Mensagem de Reflexão - Onofre, o vendedor de relógios

"Sabeis estas coisas, meus amados irmãos. Todo homem, pois, seja pronto para ouvir, tardio para falar, tardio para se irar." Tiago 1.19


Por Marcelo Crivella/ Fotos: Thinkstock
redacao@arcauniversal.com


Nos idos da minha infância, tive a felicidade de frequentar com certa assiduidade o bairro de São Cristóvão, Zona Norte do Rio de Janeiro, o qual se espalha ao redor da Quinta da Boa Vista, um dos mais aprazíveis locais da cidade e residência da família imperial no século XIX.

Vizinho ao Cais do Porto, São Cristóvão é o portão do Rio para o viajante cansado que, vindo de todas as partes do Brasil, por via terrestre, obrigatoriamente percorre a colossal Avenida Brasil.

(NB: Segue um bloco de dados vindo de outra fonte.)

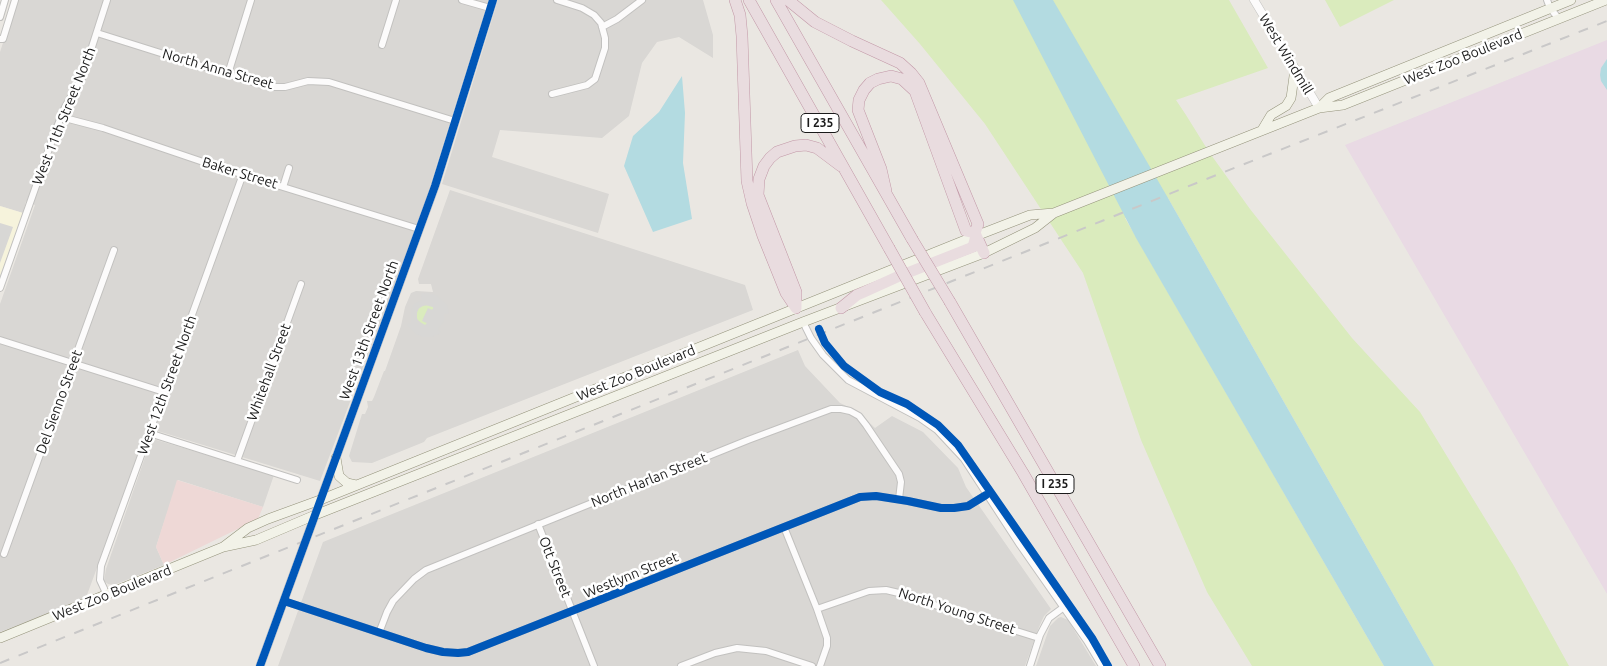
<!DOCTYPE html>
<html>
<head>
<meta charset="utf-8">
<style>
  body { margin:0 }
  canvas { display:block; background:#eae7e2 }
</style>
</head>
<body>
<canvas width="1607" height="666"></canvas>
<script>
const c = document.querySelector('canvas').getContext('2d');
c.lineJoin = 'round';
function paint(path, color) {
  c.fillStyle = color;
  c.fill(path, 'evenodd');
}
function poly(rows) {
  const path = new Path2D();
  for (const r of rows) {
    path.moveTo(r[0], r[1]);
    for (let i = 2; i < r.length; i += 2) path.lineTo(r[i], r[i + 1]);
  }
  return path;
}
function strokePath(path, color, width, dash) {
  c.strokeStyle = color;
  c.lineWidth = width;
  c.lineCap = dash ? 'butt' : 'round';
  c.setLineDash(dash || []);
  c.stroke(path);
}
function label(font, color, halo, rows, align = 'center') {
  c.font = font + ' Ubuntu,sans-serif';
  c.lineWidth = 5;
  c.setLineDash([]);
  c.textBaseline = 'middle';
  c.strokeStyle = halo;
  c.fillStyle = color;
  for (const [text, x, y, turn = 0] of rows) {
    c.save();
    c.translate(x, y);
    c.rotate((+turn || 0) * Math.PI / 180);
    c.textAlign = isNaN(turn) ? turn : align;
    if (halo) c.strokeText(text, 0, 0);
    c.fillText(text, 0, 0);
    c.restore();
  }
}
paint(poly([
  [17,0,488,0,429,189,391,294,320,481,148,428,87,595,84,600,0,632,0,304,35,205,26,201,23,213,0,206,0,52],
  [498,0,703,0,713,35,713,58,679,37,657,42,642,63,629,116,602,138,500,130,492,157,609,194,598,233,442,184],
  [450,190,745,285,753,310,427,438,424,442,372,463,352,462,349,456,362,414,365,414,368,407,367,401,372,401,374,397,384,371,385,371,401,326,405,307,411,293,416,291,433,292,431,284,419,284,418,279],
  [798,350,805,366,840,403,857,411,875,428,892,416,923,432,958,468,966,487,1051,609,1044,616,1039,627,1025,666,278,666,323,542],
  [153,439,274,475,263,507,178,480,156,547,164,565,114,585,108,584,104,581,106,569,150,443],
  [1061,617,1068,620,1096,666,1036,666,1050,626,1058,618]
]), '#d9d7d4');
paint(poly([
  [177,480,263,507,258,519,164,565,156,547]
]), '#eed8d6');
paint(poly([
  [1607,40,1607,594,1345,145]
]), '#e9dae4');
paint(poly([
  [0,206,23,213,0,276]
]), '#f6f3dc');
paint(poly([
  [881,0,1229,0,1268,68,1176,100,1186,115,1209,152,1250,209,1352,338,1420,412,1514,566,1569,666,1434,666,1168,198,1170,197,1125,218,1384,666,1252,666,1207,592,1141,440,1083,273,985,124,920,44],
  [1325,0,1394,0,1340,27],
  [428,305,433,307,433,309,432,310,428,309,423,320,427,323,426,325,423,325,417,319,417,310,422,306]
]), '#daebbd');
paint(poly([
  [0,223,13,227,0,263],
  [427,293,436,295,442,300,447,305,449,313,444,314,444,321,438,329,441,333,431,337,423,337,416,334,407,325,411,322,411,311,414,304,422,300,421,294],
  [425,305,433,307,433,309,432,310,428,308,422,321,427,323,425,325,418,321,416,315,419,308]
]), '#d8d7d5');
paint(poly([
  [1013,0,1053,0,1168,198,1434,666,1384,666,1136,238],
  [1607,59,1607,90,1601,81,1600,75,1601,68],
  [682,76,685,113,683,163,692,219,653,232,624,166,633,136,659,112]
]), '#b3dbe1');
const minor = poly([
  [462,0,490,8],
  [1547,0,1550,8,1559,19],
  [0,17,5,0],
  [602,27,617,19,642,0],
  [97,33,259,84,275,87,285,87,308,81,329,82,455,121],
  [0,39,3,39,15,0],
  [382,45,396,0],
  [228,74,251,0],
  [552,94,587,85,595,79,605,48,605,38,601,23,594,15,582,8,557,0],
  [61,117,103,128,215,166,419,229],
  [283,187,289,168],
  [0,288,55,132,65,107,82,78,107,0],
  [803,322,811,338,823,355,848,380,920,418,937,430,950,444,964,459,1020,545,1087,641,1102,666],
  [0,340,164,392],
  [149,433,297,480],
  [237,461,301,284],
  [538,524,594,666],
  [784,527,817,609,827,638,827,646,820,666],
  [4,554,114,250],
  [107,595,100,580,101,566,243,174],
  [284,601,426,648,443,652,458,653,468,652,860,497,876,496,908,501,941,508,954,508,968,506,986,495],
  [817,609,869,591,886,590,903,594,949,610,1039,638],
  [379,633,387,612,393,601,414,579,426,570,748,440,831,409,841,409,850,411,859,416,866,425,899,474,901,482,899,499],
  [681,666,715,653,737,648,766,651,812,666],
  [1030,666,1040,635,1049,618,1064,607]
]);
const tertiary = poly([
  [1254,0,1319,108],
  [260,666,435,186,493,0]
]);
const secondary = poly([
  [1319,108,1329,98,1571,0],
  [1262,130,1271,115,1286,106,1291,98,1295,69],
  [336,458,339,476,347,483,356,485],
  [223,547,248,528,268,519,320,500,968,239,1030,215,1054,213,1319,108,1343,105,1606,0],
  [0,638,223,547,256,540,315,515,803,322,984,253,1035,228,1054,213]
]);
const motorway = poly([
  [735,0,740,15,742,36,747,181,752,203,763,236,786,293,796,308],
  [749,0,889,248],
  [776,0,912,239],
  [788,0,815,22,852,41,900,63,911,73,919,83,978,224,975,233,984,253],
  [886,191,881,169,858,110,859,100,864,90,870,83,878,79,891,76,902,79,915,91,966,231,975,233],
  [950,302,1160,666],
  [796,307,796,292,758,195,759,179,764,166,770,158,777,152,795,146,806,145,817,148,841,166],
  [841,308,857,295,864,292,897,277,973,247,976,236],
  [925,312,1023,473,1134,666]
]);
strokePath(minor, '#c2c1bf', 8);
strokePath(tertiary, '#c2c1bf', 9);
strokePath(secondary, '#94937b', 10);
strokePath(motorway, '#c298a7', 12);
strokePath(minor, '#fcfbfb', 6);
strokePath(tertiary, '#fcfbfb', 8);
strokePath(secondary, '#f2f2e8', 9);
strokePath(motorway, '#e9dcdf', 11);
strokePath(poly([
  [0,663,1214,176,1607,21]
]), '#c9c8c8', 2, [10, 10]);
const motorwayBridge = poly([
  [912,239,950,302],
  [889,248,925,312]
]);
strokePath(motorwayBridge, '#c298a7', 12, []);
strokePath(motorwayBridge, '#e9dcdf', 11);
strokePath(poly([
  [819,329,825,343,844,366,880,392,907,404,938,425,958,445,1092,638,1108,666],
  [284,601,426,648,443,652,458,653,468,652,860,497,876,496,908,501,941,508,954,508,968,506,986,495],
  [260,666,435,186,493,0]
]), '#0057b8', 8);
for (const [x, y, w] of [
  [820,123,38],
  [1055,484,38]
]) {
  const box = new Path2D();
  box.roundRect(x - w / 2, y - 9.5, w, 19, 4);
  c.fillStyle = '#fff';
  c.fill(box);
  strokePath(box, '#1b1b1b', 1);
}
label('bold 12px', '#1b1b1b', null, [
  ["I 235",820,123],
  ["I 235",1055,484]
]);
label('14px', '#1b1b1b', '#fff', [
  ["West Windmill",1286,54,59],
  ["West Zoo Boulevard",1463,57,-22],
  ["North Anna Street",218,69,16],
  ["West 11th Street North",64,116,-68],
  ["Baker Street",240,173,17],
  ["West 13th Street North",369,330,-70],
  ["Whitehall Street",269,372,-70],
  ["West Zoo Boulevard",636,373,-22],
  ["West 12th Street North",167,385,-70],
  ["Del Sienno Street",59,402,-70],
  ["North Harlan Street",649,480,-22],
  ["Ott Street",555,567,68],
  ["Westlynn Street",631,575,-22],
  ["West Zoo Boulevard",112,593,-22],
  ["North Young Street",957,611,18]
]);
</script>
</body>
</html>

Por sua característica adjacente ao nascedouro daquela avenida, São Cristóvão é, até hoje, uma mistura de bairro residencial e industrial, abrigando inúmeras empresas transportadoras, cujos caminhões, carregados e cobertos com suas lonas típicas, colorem as ruas.

É curioso observarmos o cuidado com que se cobre um carregamento; todos os trançados e nós que os caminhoneiros bordam com suas cordas, até que, por fim, após várias horas, termina a carga perfeitamente coberta e protegida da chuva pela lona encerada, cuja cor, mais puxada para o cáqui (um amarelo misturado com o laranja, com traços de mostarda), traz a lembrança de um empadão daqueles de domingo, saindo do forno da casa da vovó.

Era justamente no querido bairro de São Cristóvão que Onofre, de quem falaremos, trabalhava. Não era caminhoneiro, como é a maioria dos nordestinos ali estabelecidos; era, sim, vendedor de óculos de sol e relógios, com uma bancada armada em uma das calçadas mais movimentadas daquele bairro carioca.

Nosso amigo tinha sido caminhoneiro antes, mas infelizmente um acidente levou-lhe o antebraço esquerdo, até a altura do cotovelo, desfazendo para sempre o prazer que Onofre tinha em dirigir seu caminhão por esse mundão afora, desbravando cada canto desse imenso Brasil.

O braço direito nada sofrera; pelo contrário, era perfeito e muito forte, desenvolvido pelas longas jornadas e tantas cordas que havia puxado e prendido a carga do caminhão.

Habituado ao bairro que lhe havia abrigado, quando anos antes havia chegado do Nordeste, Onofre recebera a indenização da transportadora e ali mesmo resolveu se estabelecer no negócio de ambulante, chamado popularmente de "camelô".

Não reclamava da vida, até porque, em um bairro de caminhoneiros, relógios e óculos de sol são um grande negócio. Afinal, quem de nós nunca quebrou um par de óculos ou perdeu um relógio? Era natural, no entanto, que a distância da profissão que tanto amava deixasse um pouco de rancor e tristeza no coração do sujeito que, portanto, não era lá de muitas brincadeiras.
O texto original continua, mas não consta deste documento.